Forcing a rebuild of the images
The server automatically rebuilds the images every week, but it’s possible to rebuild them in advance. You need to log into the machine you want to act on, and run the following command:
sudo systemctl start gha-self-hosted-rebuild-image
Managing the lifecycle of virtual machines
Each virtual machine is assigned a name and its own systemd unit, called
gha-vm-{name}.service
. For example, the arm-1-1
VM is managed by the
gha-vm-arm-1-1.service
systemd unit. You can stop, start and restart the
virtual machine by stopping, starting and restarting the systemd unit.
Virtual machines are configured to restart after each build finishes.
Logging into the virtual machines
It’s possible to log into the virtual machines from localhost to debug builds.
This should be used as the last resort. Each VM binds SSH on a custom port on
the host (configured in the host Ansible configuration), and allows access to
the manage
user (with password password
).
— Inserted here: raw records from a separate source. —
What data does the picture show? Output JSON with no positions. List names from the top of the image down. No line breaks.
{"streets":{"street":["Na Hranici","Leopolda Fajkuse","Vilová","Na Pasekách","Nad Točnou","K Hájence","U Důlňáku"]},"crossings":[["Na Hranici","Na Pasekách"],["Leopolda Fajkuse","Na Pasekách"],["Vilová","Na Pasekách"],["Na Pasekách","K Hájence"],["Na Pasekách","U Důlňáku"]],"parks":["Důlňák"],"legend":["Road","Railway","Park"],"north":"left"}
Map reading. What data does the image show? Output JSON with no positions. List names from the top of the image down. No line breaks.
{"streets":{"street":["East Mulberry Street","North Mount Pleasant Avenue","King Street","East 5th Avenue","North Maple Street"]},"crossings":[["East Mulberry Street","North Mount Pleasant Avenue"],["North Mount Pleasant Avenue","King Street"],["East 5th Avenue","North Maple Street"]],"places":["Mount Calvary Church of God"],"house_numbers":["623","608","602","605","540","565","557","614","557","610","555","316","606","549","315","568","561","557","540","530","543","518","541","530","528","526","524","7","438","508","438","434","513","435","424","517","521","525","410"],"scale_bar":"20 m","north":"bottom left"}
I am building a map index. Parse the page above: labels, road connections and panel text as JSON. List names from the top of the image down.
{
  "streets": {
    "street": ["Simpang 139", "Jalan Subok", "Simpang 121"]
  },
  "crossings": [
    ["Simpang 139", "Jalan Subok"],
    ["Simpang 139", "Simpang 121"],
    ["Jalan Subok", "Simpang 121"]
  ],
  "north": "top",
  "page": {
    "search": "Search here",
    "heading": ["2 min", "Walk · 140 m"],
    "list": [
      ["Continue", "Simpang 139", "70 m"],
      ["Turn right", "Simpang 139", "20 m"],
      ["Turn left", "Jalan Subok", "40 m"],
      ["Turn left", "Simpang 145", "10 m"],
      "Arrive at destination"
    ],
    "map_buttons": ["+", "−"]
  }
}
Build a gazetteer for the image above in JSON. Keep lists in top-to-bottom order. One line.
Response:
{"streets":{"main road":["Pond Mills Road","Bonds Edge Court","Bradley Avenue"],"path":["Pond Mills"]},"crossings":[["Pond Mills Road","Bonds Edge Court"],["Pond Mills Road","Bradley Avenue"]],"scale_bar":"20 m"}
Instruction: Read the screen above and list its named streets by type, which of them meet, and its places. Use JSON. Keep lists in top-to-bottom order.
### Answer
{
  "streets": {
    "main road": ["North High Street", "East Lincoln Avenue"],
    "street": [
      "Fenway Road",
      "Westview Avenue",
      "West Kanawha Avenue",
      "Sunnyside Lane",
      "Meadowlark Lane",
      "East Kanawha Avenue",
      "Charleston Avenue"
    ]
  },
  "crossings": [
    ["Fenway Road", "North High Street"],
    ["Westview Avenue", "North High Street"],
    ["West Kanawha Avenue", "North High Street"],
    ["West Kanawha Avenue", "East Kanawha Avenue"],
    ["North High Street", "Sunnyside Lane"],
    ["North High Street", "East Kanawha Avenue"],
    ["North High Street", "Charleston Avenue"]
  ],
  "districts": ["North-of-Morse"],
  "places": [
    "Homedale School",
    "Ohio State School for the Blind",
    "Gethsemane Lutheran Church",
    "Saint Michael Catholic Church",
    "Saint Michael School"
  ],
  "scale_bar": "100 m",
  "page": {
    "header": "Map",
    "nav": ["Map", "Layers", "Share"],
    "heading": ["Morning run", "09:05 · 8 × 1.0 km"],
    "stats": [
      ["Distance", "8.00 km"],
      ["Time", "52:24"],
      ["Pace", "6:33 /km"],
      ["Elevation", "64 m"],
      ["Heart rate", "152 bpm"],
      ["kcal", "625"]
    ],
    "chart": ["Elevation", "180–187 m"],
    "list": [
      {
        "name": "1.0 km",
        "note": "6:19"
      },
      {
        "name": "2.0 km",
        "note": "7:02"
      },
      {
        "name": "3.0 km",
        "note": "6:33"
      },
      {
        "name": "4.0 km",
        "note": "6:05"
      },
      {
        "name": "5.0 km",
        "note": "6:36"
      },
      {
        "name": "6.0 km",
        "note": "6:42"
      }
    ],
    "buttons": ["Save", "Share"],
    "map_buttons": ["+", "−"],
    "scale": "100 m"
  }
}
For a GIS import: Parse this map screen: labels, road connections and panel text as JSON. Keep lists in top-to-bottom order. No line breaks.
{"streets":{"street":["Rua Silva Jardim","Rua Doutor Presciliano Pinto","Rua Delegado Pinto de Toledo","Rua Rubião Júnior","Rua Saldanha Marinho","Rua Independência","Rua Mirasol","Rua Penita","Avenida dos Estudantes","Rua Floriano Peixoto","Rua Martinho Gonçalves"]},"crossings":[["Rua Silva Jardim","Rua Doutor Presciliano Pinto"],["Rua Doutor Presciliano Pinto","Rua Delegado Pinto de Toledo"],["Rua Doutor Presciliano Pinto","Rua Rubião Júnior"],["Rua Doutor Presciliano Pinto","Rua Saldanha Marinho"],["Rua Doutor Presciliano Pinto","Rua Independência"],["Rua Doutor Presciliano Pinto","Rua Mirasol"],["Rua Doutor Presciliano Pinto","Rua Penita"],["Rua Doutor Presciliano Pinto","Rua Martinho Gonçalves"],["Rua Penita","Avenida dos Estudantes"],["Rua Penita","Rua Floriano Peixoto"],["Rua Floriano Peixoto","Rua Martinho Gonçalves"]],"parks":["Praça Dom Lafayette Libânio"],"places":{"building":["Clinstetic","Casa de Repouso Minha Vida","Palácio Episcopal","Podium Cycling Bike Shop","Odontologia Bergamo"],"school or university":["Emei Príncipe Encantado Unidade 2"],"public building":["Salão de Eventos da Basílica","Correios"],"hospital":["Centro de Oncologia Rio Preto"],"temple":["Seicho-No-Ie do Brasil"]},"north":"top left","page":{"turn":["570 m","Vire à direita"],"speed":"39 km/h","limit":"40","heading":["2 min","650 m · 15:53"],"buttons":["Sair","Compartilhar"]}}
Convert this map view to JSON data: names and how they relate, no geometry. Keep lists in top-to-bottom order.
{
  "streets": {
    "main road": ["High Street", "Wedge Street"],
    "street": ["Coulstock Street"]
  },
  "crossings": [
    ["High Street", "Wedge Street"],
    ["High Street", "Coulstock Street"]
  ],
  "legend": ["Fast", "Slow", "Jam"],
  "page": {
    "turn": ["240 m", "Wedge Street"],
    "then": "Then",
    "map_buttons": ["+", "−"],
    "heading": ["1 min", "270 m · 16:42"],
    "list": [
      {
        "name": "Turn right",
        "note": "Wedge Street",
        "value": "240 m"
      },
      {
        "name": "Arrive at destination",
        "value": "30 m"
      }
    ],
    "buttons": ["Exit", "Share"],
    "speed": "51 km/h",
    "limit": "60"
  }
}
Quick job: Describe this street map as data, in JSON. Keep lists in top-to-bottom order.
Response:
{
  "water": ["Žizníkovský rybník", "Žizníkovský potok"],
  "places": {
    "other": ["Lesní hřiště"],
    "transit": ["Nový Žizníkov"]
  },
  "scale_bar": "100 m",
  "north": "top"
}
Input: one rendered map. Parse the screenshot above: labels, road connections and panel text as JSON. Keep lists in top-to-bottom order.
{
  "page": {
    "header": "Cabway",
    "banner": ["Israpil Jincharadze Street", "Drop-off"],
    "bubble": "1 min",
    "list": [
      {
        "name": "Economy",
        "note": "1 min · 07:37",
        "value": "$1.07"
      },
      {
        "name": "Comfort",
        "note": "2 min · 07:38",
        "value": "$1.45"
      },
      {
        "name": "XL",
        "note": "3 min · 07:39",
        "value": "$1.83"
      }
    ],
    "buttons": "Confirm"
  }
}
For example, to log into the VM
with port 2201
you can run:
ssh manage@localhost -p 2201
Note that the VM image regenerates its own host key every time it boots, so you’ll likely get host key mismatch errors when connecting to a freshly booted VM.
Accessing the out-of-band console for Packet servers
In the event that a bare metal server hosted on Packet becomes unreachable but is still marked as online, it’s possible to access the out-of-band console over the serial port to get a root shell.
To access it, retrieve the root password configured on the server with:
aws ssm get-parameter --name /prod/ansible/HOSTNAME/root-password --with-decryption --query 'Parameter.Value' --output text
For example, to get the root password of ci-arm-1
, run:
aws ssm get-parameter --name /prod/ansible/ci-arm-1/root-password --with-decryption --query 'Parameter.Value' --output text
Then, log into the packet console, navigate to the server
page and click the “out-of-band console” button at the top right: the SSH
command to use will be shown. Once you run the command you will be asked to
login on the server: use root
as the username and the password you fetched
earlier as the password.
To exit the out-of-band console, type a new line followed by ~.
.